19/09/2011
Felipe Calderón escuchó, en voz de los 300 líderes en teoría más influyentes de México, el diagnóstico descarnado del país que (dice) gobierna. Lo que ahí se dijo no es ninguna novedad. Cualquier mexicano medianamente informado conoce la patología de la República: educación en ruinas, seguridad sin estrategia, estancamiento económico, desigualdad galopante, mercado monopolizado, clase política obstruccionista. Eso, repetido ad nauseam en los medios, en la academia, en los organismos internacionales, fue citado al presidente, a viva voz, por los barones de las empresas, los medios, las iglesias, las ONGS. La novedad no fue el diagnóstico: fue la respuesta presidencial.
Si en su encuentro con Javier Sicilia el presidente mostró mejor su rostro, en el encuentro con los 300 mostró el peor. Afloró su desespero, su intolerancia, su cerrazón, su perfil más autoritario.

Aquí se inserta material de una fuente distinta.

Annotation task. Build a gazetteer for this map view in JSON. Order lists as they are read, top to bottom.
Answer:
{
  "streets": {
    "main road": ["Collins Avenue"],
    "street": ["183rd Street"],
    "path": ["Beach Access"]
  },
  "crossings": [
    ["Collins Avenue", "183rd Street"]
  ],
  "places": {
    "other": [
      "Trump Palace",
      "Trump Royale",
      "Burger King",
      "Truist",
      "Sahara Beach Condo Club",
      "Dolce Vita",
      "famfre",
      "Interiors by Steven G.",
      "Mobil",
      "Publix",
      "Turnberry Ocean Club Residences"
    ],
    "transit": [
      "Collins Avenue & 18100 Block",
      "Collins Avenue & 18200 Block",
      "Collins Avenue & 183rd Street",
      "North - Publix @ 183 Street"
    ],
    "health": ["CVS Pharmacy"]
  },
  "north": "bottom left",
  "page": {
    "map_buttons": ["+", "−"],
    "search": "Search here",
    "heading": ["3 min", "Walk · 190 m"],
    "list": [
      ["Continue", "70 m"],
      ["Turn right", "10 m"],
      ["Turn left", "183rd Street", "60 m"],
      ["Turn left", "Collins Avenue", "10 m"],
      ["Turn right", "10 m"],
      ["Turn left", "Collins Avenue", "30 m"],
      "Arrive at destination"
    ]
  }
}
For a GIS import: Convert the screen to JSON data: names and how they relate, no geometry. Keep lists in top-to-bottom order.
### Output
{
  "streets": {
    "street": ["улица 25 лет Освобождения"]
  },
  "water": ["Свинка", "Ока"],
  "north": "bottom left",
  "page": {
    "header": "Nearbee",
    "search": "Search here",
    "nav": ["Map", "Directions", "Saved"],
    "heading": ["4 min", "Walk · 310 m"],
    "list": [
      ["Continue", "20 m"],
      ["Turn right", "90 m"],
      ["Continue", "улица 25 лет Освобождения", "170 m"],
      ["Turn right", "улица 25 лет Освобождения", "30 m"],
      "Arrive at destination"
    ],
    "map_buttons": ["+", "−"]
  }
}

El lamentable estado que guarda la república es corresponsabilidad de esos dirigentes, sostiene Calderón. Lo es no por ser partícipes del desastre al que se ha conducido al país tras más de una década de ausencia de estado, sino por falta de compromisos reales con un proyecto que no existe. Sostiene Calderón que existe un doble lenguaje en la sociedad: uno que demanda cambios y otro que los frena. Lamenta que ellos, nosotros, no estemos expuestos al escrutinio feroz de lo público, a la crítica de los medios, el que deriva del ejercicio del poder. Si lo estuviéramos, nuestra actitud sería diferente, sostiene.
Remató: si no les gustan los candidatos que postulan los partidos, postúlense. Si no les agradan los partidos, funden nuevos partidos. Si no les satisfacen las políticas públicas, háganse funcionarios públicos. Solo así se puede cambiar al país, sostiene Calderón.
Pero se equivoca, una vez más. La invitación a atomizar la política es falaz y peor: es peligrosa. El discurso de la discordia conduce a la confrontación. El sofisma de que sólo es válido criticar al poder, denunciar al poder inútil, señalar la pequeñez de miras del poder, sólo si se está en él es la filosofía de los gobiernos autoritarios y fundamentalistas.
El hombre público se somete al escrutinio por vocación y por ley. El Estado tiene la obligación de rendir cuentas a la sociedad. Por lo mismo, resulta erróneo quejarse de que todos los ciudadanos deberíamos estar sometidos a igual examen diario de nuestro actuar: los recursos, las políticas, el ejercicio del poder son asuntos públicos, guste o no. Los romanos llamaban a eso que debería ser un interés superior, la res pública: la cosa pública que, por serlo, es de orden general y de interés colectivo.
Se eligen las autoridades para ejecutar un mandato. De ahí que su responsabilidad no pueda delegarse, ni la incompetencia pueda repartirse entre la sociedad. Reconocer su fragilidad, su dimensión ínfima, no es dable como argumento para inculpar a los otros: el argumento de que el cambio que no puede conducir debe ser conducido por otros es una invitación a llenar un vacío, a sustituir un cascarón que está vacío y que es inoperante. Es una invitación desesperada y riesgosa.
Afirmar que las grandes empresas promueven la competencia en el discurso pero la niegan en la realidad, sólo desnuda la debilidad de un estado incapaz de imponer la ley y desbaratar los nudos monopólicos mediante las herramientas del fisco, la competencia, y la política pública.
Lo que México necesita no es que los críticos se sumen a la arena pública, como sostiene el presidente. Se requiere, más bien, que la abandonen quienes la han inundado de mediocridad, irresponsabilidad y corrupción. Hoy más que nunca, la demanda de Alejandro Martí se vuelve más vigente, más urgente, pero también más amplia: si no pueden renuncien.
México no necesita más partidos, sino mejores partidos. No necesita más políticos, sino mejores políticos. No requiere más leyes, sino que se cumplan las que se tienen. No exigimos más gasto, sino más inversión. No precisamos más valientes, sino, simple y llanamente, un líder responsable, empático, que promueva el consenso que construye. En una palabra: a México le urge un presidente, sostengo.